Collected data entries
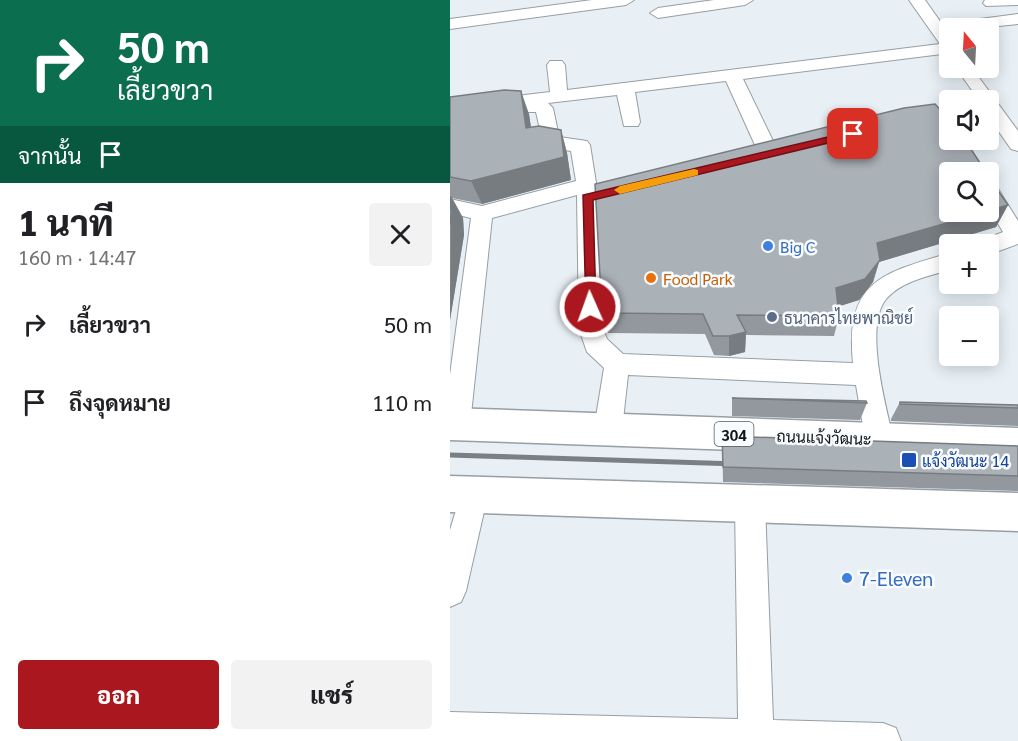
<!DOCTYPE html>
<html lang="th">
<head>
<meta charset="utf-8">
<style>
  :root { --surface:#fff; --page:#f2f2f2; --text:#202124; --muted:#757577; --accent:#ab171e }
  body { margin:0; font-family:Georgia,Sarabun,serif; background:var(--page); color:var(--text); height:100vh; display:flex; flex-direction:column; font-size:22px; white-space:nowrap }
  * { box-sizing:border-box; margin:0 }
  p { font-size:20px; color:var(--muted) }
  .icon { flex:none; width:33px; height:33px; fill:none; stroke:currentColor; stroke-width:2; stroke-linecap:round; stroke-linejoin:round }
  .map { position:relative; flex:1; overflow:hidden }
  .details { display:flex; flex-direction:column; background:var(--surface); width:450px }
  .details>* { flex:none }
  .guide { background:#0b6e4f; color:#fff; overflow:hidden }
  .needle { width:39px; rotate:342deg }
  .controls { position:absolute; left:489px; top:18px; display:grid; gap:12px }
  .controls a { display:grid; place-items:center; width:60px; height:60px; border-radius:6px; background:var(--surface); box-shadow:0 3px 15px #0003; font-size:30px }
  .pin { position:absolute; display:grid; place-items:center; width:51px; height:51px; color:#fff; margin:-26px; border-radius:12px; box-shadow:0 3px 9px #0006 }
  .me { position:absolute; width:66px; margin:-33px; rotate:358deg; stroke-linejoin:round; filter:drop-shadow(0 0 4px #0008) }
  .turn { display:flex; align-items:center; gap:21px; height:126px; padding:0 18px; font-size:27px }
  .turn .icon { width:78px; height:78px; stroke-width:2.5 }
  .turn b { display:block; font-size:42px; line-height:51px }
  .then { display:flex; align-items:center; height:57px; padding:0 18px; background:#0003; gap:12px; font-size:22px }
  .round { display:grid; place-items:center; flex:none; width:63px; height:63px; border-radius:6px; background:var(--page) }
  .headline { display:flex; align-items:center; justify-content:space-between; height:102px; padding:0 18px }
  h1 { font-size:36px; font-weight:800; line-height:45px }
  .action { display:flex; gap:12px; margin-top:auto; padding:12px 18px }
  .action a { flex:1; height:69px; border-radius:6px; background:var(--accent); color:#fff; font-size:24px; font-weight:800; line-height:69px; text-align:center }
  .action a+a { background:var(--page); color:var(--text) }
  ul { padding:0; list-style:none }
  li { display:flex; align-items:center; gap:18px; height:78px; padding:0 18px }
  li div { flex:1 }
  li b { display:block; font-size:22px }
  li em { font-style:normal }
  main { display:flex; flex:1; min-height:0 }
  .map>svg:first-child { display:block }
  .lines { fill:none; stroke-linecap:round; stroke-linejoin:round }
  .minor-casing { stroke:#979ea4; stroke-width:2 }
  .major-casing { stroke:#979ea4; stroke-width:3 }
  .minor { fill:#fff; fill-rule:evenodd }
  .major { fill:#fff; fill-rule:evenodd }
  .rail { stroke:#7a7f83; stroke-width:5 }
  .wall { fill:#92989d }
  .shaded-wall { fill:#777c80 }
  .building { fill:#aab1b7; stroke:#777c80; stroke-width:1.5 }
  .route { fill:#ab171e; stroke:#6f0f14; stroke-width:1.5 }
  .slow { fill:#f59e0b }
  .shop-dot { fill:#3f7fe0; stroke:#f9fcff; stroke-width:2 }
  .food-dot { fill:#e8710a; stroke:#f9fcff; stroke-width:2 }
  .service-dot { fill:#5c6f8a; stroke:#f9fcff; stroke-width:2 }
  .transit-dot { fill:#1a4fb4; stroke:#f9fcff; stroke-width:2 }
  .labels { text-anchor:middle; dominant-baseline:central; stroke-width:5; stroke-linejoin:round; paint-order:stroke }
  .shield { fill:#f9fcff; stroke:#575a5c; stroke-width:1.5 }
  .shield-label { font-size:15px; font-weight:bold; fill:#121416 }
  .shop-label { font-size:16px; fill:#366cbe; stroke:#f9fcff; text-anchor:start }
  .food-label { font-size:16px; fill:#c56008; stroke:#f9fcff; text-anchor:start }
  .service-label { font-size:16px; fill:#4e5e75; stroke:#f9fcff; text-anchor:start }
  .street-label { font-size:16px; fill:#121416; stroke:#f9fcff }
  .transit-label { font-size:16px; fill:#164399; stroke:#f9fcff; text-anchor:start }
  .near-shop-label { font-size:20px; fill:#366cbe; stroke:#f9fcff; text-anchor:start }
</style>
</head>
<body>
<main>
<section class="details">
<div class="guide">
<div class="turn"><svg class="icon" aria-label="right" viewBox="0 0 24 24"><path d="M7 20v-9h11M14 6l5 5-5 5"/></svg><div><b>50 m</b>เลี้ยวขวา</div></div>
<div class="then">จากนั้น<svg class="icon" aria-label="arrive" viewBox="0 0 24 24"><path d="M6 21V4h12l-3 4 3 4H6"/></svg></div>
</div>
<div class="headline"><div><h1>1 นาที</h1><p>160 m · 14:47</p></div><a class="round"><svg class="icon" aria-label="close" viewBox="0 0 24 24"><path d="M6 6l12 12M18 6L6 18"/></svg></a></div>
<ul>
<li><svg class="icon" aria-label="right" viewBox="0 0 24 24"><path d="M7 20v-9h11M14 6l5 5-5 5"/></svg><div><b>เลี้ยวขวา</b></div><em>50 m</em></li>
<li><svg class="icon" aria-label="arrive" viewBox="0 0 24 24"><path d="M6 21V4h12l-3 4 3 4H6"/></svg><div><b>ถึงจุดหมาย</b></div><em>110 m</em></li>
</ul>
<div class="action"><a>ออก</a><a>แชร์</a></div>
</section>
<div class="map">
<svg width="568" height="741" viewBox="0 0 568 741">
  <rect width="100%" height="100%" fill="#e8f0f6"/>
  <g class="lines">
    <g class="minor-casing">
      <g id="minor">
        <path d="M142,0H184L176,5L0,29V19Z"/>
        <path d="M264,0H303L295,5L208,18L200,13L208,8Z"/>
        <path d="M459,0H475L492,24L568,14V24L530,28H500V53L293,79L325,145L322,149L315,151L308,149L305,145L276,81L185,92L190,122L188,126H174L167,95L98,103L103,108L109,137L137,141L140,145L147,189L180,181L187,183L190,188L187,193L148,203L153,329L157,339L173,354L403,363C395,281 432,273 500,253V270C478,276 453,281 437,298C413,324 436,406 443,438L439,447L429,450L419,447L415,438L406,385L178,375L172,429L168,438L158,441L148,438L144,429L154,368L137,352L129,329L127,195L42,218L20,424L17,433L7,436L0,434V375L21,218L0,213V199L32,206L126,181L121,151L94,147L86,112H64L61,108L0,116V104L100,92L97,65L100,61H112L115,65L117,90L490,44Z"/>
        <path d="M535,0H568V5L536,6L533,3Z"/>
        <path d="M506,68H522L568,131V151L561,149L538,116V100H529Z"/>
        <path d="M538,182L545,184L568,221V244L538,255V244H528L530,241L553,232L538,207Z"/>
        <path d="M24,480L34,484L38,494L16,591L11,602L0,607V530L14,484Z"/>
        <path d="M300,490L310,494L315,504L323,720L433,723L446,728L451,741H0V712L288,719L285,504L290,494Z"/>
      </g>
    </g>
    <g class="major-casing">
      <g id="major">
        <path d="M0,408L568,428V460L0,440Z"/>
        <path d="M0,476L568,493V531L0,512Z"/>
      </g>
    </g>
    <use href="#minor" class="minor"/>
    <use href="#major" class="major"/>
    <path class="rail" d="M0,455L288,464"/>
  </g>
  <g class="wall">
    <path d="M0,97L79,114L81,127L111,130L117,153L121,180L32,204L2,198L13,218L14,235L0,320Z"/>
    <path d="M558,205L546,227L429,262L423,282L409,300L388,306L389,316L384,336L296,335L295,352L279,356L264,355L255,334L158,333L152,313Z"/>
    <path d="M282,398L417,403L410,420L282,416Z"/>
    <path d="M450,402L568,405V426L441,421V419Z"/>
    <path d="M272,436L568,446V491L273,482Z"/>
  </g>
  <g class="shaded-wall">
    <path d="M71,91L79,114L84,151L76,128Z"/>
    <path d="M111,130L117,153L121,180L32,204L21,181Z"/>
    <path d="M1,196L13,218L14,235L0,320Z"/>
    <path d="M558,205L546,227L429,262L423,282L409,300L381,309L386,288L427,243L535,212H538V211Z"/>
    <path d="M296,332L295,352L279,356V336Z"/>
  </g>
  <g class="building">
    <path d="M54,90L71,91L76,128L89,126L111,130L114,157L21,181L0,177V97Z"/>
    <path d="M485,104L500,120V140H515L536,172H500V212H535L427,243L430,260L415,279L386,288L389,316L287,315L296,332L279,336H263L253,314L152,313L145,184L454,108Z"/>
    <path d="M538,176L558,205L538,211Z"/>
    <path d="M0,196L2,213L0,225Z"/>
    <path d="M282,398L416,401L417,403Z"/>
    <path d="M450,402L568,405V408L450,404Z"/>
    <path d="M272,436L568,446V476L273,467Z"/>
  </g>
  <path class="route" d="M403,131L408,134L407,136L143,200L146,307L145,311H136L133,195Z"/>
  <path class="slow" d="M244,169L248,170V175L170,194L164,190L170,186Z"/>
  <g class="shop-dot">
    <circle cx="318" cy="246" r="6"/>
    <circle cx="397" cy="578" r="6"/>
  </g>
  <circle class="food-dot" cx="201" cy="278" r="6"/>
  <circle class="service-dot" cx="322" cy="317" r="6"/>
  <rect class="transit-dot" x="451" y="452" width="16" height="16" rx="3"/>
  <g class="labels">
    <rect class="shield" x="264.5" y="422" width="39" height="24" rx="4.5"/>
    <g class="shield-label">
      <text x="284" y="434">304</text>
    </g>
    <g class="shop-label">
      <text x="330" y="246">Big C</text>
    </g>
    <g class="food-label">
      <text x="213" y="278">Food Park</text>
    </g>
    <g class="service-label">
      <text x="334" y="317">ธนาคารไทยพาณิชย์</text>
    </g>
    <g class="street-label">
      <text transform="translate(374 437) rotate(2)">ถนนแจ้งวัฒนะ</text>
    </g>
    <g class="transit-label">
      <text x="472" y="460">แจ้งวัฒนะ 14</text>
    </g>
    <g class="near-shop-label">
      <text x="409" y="578">7-Eleven</text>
    </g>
  </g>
</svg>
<div class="controls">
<a><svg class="needle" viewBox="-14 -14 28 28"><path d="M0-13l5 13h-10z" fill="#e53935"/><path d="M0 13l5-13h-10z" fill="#757577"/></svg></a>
<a><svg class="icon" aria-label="sound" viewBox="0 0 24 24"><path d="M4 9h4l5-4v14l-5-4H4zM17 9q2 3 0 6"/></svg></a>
<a><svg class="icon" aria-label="search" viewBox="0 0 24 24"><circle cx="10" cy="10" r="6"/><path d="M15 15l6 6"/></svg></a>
<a>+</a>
<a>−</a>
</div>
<div class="pin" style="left:403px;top:134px;background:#d93025"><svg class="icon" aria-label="arrive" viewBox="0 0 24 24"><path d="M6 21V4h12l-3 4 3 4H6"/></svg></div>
<svg class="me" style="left:140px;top:307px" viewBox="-20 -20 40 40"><circle r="17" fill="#ab171e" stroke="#fff" stroke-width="3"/><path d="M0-11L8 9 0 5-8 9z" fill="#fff"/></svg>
</div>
</main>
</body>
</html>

(Activity):
Could you count the lines in the entries that hold the word "hidden"? Only the number is wanted.

(Solution to this problem):
2